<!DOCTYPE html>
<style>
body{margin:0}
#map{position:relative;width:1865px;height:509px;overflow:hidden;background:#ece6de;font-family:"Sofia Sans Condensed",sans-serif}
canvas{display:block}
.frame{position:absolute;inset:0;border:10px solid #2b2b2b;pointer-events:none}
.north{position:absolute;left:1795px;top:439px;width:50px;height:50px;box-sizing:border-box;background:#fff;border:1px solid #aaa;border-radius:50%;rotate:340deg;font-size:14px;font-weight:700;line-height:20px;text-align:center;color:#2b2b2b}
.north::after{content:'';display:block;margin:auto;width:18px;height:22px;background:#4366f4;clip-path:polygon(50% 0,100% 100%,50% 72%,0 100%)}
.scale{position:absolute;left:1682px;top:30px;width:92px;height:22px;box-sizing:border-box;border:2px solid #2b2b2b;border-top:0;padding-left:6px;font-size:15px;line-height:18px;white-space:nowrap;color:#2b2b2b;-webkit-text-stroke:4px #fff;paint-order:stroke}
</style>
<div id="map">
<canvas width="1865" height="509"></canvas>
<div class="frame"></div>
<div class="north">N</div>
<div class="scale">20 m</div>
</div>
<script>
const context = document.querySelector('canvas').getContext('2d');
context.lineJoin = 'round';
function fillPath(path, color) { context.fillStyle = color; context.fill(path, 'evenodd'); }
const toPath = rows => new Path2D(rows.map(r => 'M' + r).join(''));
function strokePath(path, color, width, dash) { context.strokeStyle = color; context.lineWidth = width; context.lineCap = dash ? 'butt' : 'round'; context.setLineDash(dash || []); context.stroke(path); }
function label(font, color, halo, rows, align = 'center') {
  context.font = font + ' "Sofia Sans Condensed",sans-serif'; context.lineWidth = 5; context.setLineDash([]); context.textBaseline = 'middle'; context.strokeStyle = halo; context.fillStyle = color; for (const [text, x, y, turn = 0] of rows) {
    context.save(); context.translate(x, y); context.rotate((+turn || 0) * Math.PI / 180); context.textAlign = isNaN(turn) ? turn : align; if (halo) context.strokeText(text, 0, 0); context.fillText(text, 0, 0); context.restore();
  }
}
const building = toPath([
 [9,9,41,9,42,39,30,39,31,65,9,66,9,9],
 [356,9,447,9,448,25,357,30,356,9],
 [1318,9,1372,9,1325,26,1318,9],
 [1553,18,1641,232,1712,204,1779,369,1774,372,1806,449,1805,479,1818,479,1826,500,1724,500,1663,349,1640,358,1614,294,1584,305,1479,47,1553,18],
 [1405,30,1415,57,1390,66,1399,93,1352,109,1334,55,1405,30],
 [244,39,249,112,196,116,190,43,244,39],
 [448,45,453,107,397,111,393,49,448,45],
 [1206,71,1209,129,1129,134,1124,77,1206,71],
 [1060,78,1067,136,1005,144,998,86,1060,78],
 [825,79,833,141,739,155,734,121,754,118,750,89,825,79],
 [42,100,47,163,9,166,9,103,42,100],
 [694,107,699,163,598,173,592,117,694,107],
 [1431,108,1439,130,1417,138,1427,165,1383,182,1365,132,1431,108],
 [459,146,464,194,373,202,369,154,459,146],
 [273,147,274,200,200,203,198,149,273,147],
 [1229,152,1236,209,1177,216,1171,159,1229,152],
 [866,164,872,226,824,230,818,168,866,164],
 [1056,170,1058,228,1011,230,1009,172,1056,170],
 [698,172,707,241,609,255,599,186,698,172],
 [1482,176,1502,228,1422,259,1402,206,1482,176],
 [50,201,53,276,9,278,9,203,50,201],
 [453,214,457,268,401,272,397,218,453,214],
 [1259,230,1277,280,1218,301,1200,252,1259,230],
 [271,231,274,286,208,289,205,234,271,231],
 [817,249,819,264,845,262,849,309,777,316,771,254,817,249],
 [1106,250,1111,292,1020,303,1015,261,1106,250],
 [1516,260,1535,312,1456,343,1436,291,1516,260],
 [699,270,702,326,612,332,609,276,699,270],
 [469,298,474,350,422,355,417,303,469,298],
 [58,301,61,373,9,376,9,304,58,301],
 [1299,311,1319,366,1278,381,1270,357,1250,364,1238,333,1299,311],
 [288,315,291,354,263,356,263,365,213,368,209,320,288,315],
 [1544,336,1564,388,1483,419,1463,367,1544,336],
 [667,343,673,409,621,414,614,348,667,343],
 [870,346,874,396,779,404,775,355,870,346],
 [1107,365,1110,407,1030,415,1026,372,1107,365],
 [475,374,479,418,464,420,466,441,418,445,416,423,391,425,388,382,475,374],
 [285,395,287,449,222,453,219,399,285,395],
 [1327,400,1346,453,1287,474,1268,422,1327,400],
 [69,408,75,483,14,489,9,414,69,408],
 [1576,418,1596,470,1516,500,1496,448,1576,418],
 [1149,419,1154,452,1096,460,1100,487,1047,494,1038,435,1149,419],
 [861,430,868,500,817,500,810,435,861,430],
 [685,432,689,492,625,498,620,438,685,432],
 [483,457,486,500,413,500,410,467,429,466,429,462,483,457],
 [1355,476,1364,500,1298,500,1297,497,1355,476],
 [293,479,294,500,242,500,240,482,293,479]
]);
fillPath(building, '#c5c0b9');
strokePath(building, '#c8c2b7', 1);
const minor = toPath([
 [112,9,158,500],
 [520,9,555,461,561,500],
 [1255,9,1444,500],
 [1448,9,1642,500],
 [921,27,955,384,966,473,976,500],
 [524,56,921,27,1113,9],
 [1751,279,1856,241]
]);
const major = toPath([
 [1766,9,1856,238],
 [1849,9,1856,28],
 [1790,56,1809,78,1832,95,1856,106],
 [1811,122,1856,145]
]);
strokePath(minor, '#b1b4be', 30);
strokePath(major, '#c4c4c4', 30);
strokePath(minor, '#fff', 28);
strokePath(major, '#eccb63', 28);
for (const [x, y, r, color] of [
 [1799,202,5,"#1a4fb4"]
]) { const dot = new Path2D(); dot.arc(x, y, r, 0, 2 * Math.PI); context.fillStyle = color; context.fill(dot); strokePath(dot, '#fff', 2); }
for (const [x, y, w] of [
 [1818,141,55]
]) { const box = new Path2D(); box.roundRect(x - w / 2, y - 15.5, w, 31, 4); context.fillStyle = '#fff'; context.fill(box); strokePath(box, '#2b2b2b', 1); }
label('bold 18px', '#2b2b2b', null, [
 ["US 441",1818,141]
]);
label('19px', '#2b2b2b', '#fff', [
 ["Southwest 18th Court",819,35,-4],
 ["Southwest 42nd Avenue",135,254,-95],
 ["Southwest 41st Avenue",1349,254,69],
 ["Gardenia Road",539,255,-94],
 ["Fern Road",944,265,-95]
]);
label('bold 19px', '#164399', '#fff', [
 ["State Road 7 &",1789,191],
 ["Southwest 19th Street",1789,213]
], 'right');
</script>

Description of the task:
Count every line in the listing where the string "halo" occurs. Give the total alone.

The completed task:
3